WND spewed a steady stream of anti-Obama smears and lies for more than four years -- and Obama still won re-election. Instead, WND's war against Obama obliterated any journalistic credibility it had.

By Terry Krepel
Posted 11/13/2012


For the past four-plus years, WorldNetDaily has dedicated itself to the personal destruction of Barack Obama.

It failed to stop Obama's election in 2008, and Obama's re-election last week demonstrates that the ensuing steady stream of Obama-hate at WND during Obama's first term have also utterly failed.

The cost of WND's hate? The utter obliteration of what little credibility WND had.

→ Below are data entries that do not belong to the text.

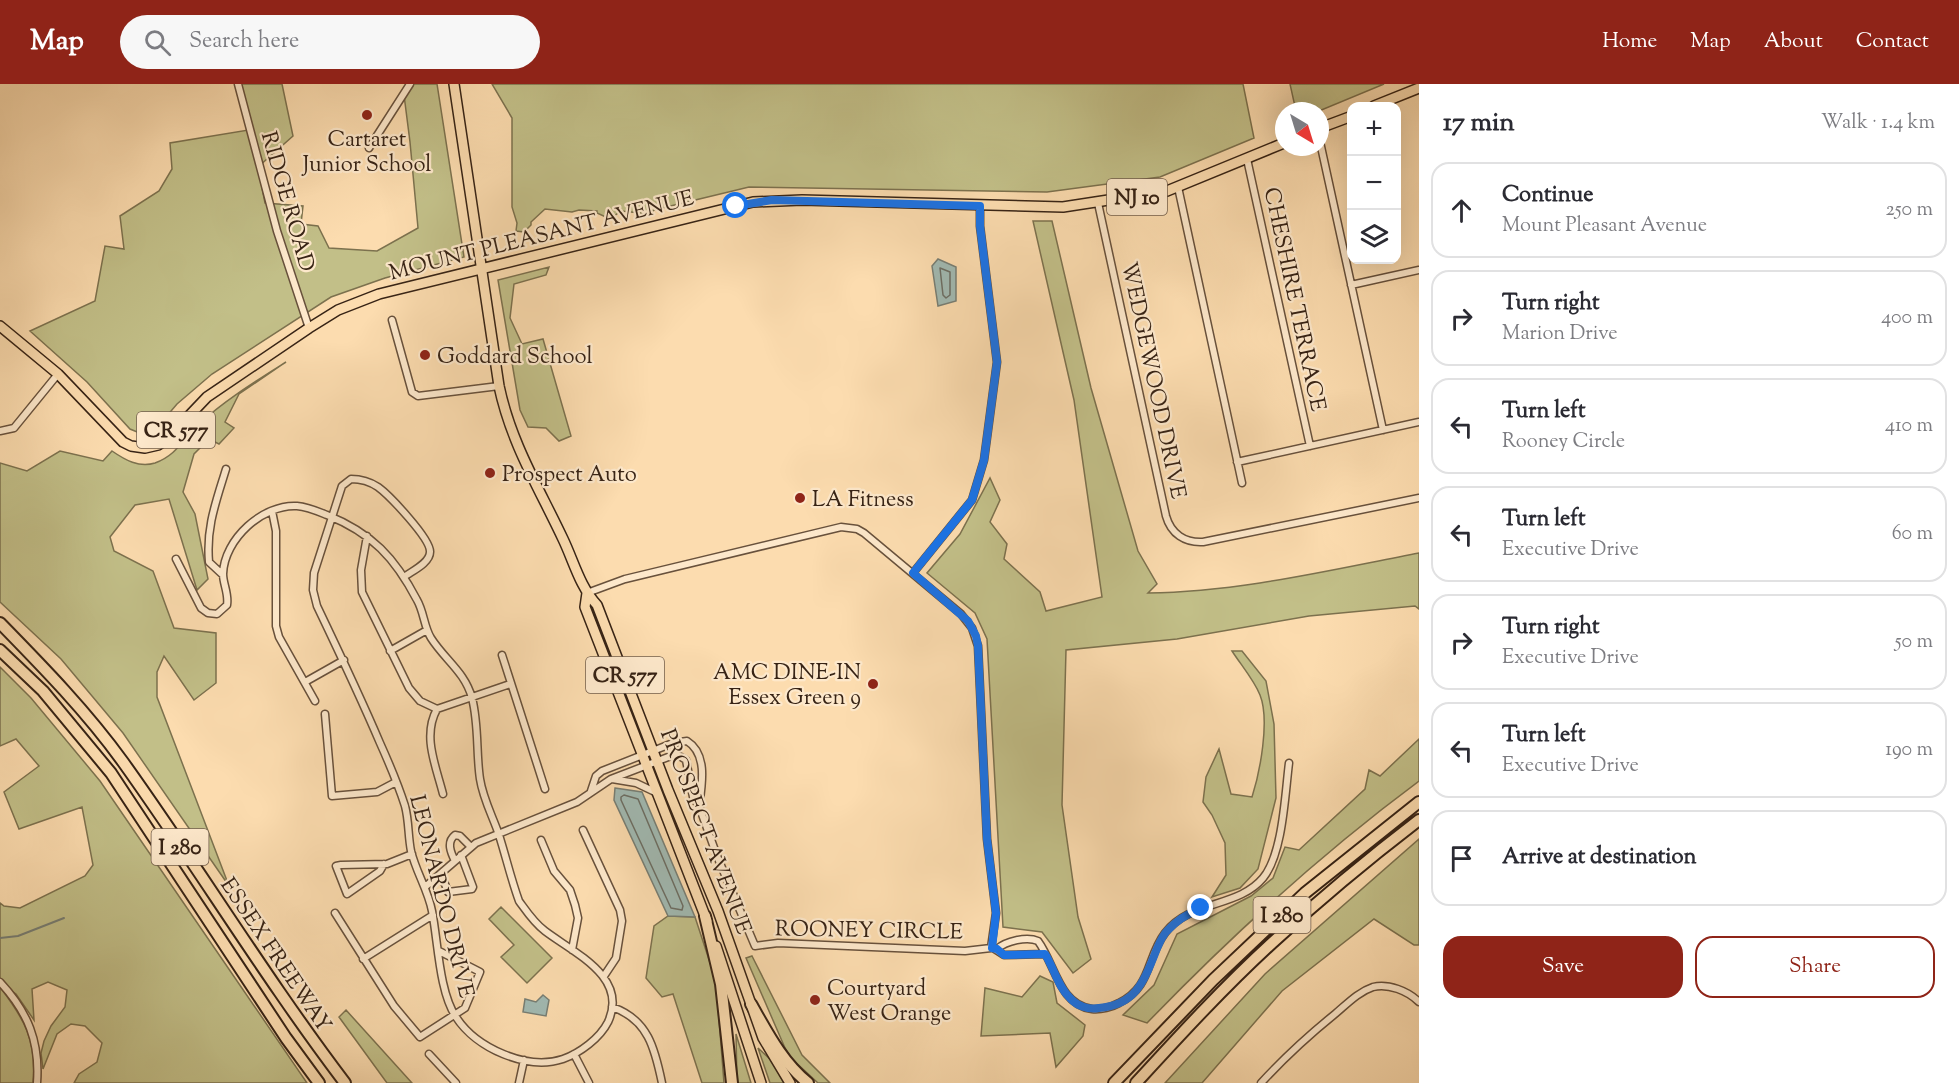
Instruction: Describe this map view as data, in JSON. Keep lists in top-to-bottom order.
{
  "streets": {
    "highway": ["I 280", "ESSEX FREEWAY"],
    "main road": [
      "NJ 10",
      "MOUNT PLEASANT AVENUE",
      "CR 577",
      "PROSPECT AVENUE"
    ],
    "street": [
      "RIDGE ROAD",
      "CHESHIRE TERRACE",
      "WEDGEWOOD DRIVE",
      "LEONARDO DRIVE",
      "ROONEY CIRCLE"
    ]
  },
  "crossings": [
    ["RIDGE ROAD", "MOUNT PLEASANT AVENUE"],
    ["MOUNT PLEASANT AVENUE", "CHESHIRE TERRACE"],
    ["MOUNT PLEASANT AVENUE", "WEDGEWOOD DRIVE"],
    ["MOUNT PLEASANT AVENUE", "PROSPECT AVENUE"],
    ["PROSPECT AVENUE", "ROONEY CIRCLE"]
  ],
  "places": [
    "Cartaret Junior School",
    "Goddard School",
    "Prospect Auto",
    "LA Fitness",
    "AMC DINE-IN Essex Green 9",
    "Courtyard West Orange"
  ],
  "north": "bottom right",
  "page": {
    "header": "Map",
    "search": "Search here",
    "nav": [
      "Home",
      "Map",
      "About",
      "Contact"
    ],
    "heading": ["17 min", "Walk · 1.4 km"],
    "map_buttons": ["+", "−"],
    "list": [
      ["Continue", "Mount Pleasant Avenue", "250 m"],
      ["Turn right", "Marion Drive", "400 m"],
      ["Turn left", "Rooney Circle", "410 m"],
      ["Turn left", "Executive Drive", "60 m"],
      ["Turn right", "Executive Drive", "50 m"],
      ["Turn left", "Executive Drive", "190 m"],
      "Arrive at destination"
    ],
    "buttons": ["Save", "Share"]
  }
}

Let's look back at WND's increasingly pathological Obama obsession over the years.

2008

WND's war on Obama began in early 2008 when -- fresh off an out-of-court settlement of a libel and defamation against it by a Tennessee businessman, in which WND admitted that it defamed him and that "no witness verifies the truth of what the witnesses are reported by authors to have stated" at WND -- it embraced never-proven claims by Larry Sinclair of drugs and sex with Obama. WND made no apparent effort to investigate or substantiate those claims; rather, WND editor Joseph Farah declared that Sinclair must be credible because Sinclair "makes his charges public, agrees to a polygraph and files a lawsuit reiterating the charges and accusing the candidate of harassment and intimidation."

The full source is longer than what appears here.